→ Problem description
Report the count of lines holding "Horton" in the records, with no other words.

(Source records)

----

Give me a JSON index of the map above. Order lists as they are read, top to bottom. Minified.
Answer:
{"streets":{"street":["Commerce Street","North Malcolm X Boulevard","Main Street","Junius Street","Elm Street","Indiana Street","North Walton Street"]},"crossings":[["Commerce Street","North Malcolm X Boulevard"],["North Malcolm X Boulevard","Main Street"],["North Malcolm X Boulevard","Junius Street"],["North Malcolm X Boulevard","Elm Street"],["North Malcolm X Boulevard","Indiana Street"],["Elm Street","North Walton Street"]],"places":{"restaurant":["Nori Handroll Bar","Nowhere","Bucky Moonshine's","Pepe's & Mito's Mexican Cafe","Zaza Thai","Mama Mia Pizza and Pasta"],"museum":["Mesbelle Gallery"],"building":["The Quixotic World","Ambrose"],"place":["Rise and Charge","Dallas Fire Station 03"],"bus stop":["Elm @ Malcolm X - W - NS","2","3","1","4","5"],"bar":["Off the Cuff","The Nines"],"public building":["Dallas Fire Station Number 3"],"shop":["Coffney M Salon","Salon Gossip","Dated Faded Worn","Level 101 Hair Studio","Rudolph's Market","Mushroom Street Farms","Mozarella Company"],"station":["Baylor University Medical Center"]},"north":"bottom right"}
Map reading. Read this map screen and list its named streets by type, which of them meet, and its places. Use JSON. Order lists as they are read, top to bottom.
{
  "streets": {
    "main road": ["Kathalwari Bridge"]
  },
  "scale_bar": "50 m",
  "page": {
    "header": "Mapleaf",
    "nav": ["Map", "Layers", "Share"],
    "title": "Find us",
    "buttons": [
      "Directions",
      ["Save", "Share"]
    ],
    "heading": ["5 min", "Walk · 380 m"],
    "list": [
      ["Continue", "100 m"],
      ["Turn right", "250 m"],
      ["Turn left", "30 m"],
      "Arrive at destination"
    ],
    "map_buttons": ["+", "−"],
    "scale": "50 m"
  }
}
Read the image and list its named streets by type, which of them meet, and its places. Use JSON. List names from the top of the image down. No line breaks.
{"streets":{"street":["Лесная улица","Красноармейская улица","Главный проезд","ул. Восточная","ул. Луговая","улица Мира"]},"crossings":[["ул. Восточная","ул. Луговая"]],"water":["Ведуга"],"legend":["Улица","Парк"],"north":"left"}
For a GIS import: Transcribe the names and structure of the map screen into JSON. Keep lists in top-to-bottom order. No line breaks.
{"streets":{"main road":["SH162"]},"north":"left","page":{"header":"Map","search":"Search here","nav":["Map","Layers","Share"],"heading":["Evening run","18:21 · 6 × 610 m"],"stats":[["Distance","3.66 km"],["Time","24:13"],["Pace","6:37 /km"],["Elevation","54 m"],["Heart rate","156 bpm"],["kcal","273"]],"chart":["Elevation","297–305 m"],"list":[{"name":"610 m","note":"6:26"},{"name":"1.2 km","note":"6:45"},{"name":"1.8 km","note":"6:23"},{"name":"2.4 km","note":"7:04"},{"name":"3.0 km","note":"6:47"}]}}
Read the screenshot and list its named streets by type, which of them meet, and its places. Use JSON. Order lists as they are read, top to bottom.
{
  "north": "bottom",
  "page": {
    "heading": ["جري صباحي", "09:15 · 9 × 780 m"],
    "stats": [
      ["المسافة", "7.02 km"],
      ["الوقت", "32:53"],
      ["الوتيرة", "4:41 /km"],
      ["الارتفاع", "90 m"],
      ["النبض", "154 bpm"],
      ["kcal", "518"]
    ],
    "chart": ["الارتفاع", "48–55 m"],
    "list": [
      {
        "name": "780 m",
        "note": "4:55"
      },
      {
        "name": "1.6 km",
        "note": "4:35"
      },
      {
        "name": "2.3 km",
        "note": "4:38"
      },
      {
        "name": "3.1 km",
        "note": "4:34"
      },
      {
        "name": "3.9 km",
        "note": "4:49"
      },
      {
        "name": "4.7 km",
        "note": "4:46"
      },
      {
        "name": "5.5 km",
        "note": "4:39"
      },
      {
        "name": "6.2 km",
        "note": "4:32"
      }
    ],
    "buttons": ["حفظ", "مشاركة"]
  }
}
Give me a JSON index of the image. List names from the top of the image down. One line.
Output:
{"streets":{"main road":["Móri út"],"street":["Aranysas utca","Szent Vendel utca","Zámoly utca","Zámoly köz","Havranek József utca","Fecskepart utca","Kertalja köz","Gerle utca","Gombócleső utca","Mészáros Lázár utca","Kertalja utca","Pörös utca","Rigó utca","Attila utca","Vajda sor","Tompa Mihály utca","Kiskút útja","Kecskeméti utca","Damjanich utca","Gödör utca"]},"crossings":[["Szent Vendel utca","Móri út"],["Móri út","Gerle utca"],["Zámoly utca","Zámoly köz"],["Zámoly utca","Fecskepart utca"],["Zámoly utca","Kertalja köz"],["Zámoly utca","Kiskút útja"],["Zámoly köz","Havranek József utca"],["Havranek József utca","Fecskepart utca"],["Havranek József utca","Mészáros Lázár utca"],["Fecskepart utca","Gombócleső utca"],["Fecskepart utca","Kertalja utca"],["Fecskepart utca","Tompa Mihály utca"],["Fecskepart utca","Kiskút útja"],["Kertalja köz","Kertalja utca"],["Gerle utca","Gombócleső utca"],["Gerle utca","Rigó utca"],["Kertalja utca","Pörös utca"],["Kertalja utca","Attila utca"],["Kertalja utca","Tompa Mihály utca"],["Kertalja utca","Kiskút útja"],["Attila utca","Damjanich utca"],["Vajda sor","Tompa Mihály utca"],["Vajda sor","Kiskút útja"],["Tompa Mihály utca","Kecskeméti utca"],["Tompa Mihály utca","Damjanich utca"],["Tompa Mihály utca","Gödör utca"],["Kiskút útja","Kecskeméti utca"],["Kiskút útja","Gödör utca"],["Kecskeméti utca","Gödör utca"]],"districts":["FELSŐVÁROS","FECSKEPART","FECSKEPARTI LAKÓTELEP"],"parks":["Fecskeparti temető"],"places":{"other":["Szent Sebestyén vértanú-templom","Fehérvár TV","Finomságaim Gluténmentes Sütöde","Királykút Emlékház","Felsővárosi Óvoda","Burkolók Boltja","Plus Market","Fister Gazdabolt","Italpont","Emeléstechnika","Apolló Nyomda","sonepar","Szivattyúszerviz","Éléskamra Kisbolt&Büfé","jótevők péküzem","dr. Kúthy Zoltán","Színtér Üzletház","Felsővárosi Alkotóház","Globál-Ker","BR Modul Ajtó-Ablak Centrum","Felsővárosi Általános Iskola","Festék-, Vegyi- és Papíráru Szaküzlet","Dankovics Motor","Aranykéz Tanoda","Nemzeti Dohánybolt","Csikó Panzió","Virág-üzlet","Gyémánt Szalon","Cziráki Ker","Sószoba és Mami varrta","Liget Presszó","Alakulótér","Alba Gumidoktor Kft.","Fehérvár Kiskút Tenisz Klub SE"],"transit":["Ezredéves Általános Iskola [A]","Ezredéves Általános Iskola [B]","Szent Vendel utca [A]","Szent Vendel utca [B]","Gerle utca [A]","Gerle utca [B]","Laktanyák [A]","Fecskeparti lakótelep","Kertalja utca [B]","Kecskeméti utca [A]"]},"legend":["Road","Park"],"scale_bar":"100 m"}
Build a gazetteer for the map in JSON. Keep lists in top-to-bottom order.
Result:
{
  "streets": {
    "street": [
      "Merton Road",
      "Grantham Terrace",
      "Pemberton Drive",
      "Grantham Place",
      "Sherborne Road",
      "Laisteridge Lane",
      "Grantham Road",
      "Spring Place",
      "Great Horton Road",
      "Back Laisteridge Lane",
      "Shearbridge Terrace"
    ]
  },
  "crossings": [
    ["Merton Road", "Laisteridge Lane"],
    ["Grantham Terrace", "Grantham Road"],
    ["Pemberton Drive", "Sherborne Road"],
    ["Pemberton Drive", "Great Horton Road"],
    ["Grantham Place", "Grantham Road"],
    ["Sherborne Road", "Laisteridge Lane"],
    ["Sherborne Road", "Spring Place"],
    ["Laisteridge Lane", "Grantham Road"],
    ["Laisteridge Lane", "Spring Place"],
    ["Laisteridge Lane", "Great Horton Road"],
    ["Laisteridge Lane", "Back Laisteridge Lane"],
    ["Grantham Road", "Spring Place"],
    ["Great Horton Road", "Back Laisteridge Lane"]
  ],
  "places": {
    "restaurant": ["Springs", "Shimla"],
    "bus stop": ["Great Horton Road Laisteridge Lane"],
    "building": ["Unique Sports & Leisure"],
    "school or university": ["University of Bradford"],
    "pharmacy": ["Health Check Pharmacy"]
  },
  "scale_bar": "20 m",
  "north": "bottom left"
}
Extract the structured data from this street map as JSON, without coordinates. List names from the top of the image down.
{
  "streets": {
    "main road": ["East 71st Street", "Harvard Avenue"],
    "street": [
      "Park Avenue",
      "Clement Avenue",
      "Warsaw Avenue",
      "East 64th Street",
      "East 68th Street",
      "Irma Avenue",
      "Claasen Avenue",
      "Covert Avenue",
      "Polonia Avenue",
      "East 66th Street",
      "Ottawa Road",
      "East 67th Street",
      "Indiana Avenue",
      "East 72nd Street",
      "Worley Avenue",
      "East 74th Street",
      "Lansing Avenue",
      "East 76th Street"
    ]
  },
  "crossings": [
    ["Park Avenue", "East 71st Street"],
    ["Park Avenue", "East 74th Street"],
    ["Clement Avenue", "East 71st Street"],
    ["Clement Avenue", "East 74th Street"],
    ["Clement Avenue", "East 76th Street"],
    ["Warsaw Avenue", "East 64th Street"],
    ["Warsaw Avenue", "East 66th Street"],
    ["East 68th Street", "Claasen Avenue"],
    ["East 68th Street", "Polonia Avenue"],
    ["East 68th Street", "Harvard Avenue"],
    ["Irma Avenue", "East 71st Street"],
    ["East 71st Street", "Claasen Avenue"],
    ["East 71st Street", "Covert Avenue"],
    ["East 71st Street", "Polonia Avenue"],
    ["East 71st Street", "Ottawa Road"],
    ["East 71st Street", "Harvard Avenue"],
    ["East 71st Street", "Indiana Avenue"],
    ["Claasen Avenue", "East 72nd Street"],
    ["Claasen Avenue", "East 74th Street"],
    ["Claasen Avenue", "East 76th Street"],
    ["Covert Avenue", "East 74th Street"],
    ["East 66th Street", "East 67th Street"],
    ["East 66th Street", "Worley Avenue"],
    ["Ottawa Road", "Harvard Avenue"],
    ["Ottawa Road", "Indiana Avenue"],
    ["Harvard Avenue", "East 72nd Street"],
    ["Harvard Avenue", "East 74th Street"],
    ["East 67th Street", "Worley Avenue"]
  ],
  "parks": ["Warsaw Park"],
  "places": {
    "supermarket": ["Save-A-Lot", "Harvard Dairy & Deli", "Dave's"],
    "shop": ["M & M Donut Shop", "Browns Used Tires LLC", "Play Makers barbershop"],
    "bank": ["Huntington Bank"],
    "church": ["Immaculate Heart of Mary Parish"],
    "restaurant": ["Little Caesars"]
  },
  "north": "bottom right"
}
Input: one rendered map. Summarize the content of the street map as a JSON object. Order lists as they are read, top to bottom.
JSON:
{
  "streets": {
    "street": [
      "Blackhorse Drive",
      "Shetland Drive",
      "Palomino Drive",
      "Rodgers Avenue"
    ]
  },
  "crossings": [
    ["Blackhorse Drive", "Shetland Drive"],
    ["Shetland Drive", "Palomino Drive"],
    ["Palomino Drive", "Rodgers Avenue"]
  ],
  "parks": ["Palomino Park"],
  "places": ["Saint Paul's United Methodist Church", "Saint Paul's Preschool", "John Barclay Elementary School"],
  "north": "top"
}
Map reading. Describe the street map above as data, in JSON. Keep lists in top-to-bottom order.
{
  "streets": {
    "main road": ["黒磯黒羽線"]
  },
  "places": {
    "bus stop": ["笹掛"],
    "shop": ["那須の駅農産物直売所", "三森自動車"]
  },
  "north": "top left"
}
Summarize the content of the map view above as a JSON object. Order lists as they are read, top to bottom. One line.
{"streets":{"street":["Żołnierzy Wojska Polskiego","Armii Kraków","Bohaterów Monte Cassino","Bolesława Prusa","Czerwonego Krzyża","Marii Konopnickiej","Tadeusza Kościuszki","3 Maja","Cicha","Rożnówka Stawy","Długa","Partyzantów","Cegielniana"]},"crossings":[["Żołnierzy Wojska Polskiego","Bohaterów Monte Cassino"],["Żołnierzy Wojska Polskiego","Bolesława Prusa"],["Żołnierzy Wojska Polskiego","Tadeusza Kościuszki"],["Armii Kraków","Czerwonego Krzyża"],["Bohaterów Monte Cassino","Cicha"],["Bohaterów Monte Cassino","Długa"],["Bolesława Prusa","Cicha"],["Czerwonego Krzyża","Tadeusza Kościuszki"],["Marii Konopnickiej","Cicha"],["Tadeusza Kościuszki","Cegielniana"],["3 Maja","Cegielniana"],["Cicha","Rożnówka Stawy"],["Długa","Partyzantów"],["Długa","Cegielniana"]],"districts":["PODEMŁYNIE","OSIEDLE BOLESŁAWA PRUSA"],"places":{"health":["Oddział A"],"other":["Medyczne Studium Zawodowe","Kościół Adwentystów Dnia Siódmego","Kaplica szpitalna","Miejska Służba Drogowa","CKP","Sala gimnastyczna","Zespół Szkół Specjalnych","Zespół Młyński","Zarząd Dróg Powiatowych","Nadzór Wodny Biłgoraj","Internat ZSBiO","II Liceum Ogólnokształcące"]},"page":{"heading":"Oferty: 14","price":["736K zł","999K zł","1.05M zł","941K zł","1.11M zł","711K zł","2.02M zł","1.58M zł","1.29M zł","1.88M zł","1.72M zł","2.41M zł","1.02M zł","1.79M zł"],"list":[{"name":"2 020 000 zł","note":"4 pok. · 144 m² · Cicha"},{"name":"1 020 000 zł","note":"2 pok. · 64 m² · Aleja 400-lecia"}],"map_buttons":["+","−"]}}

----

→ Solution for this problem
5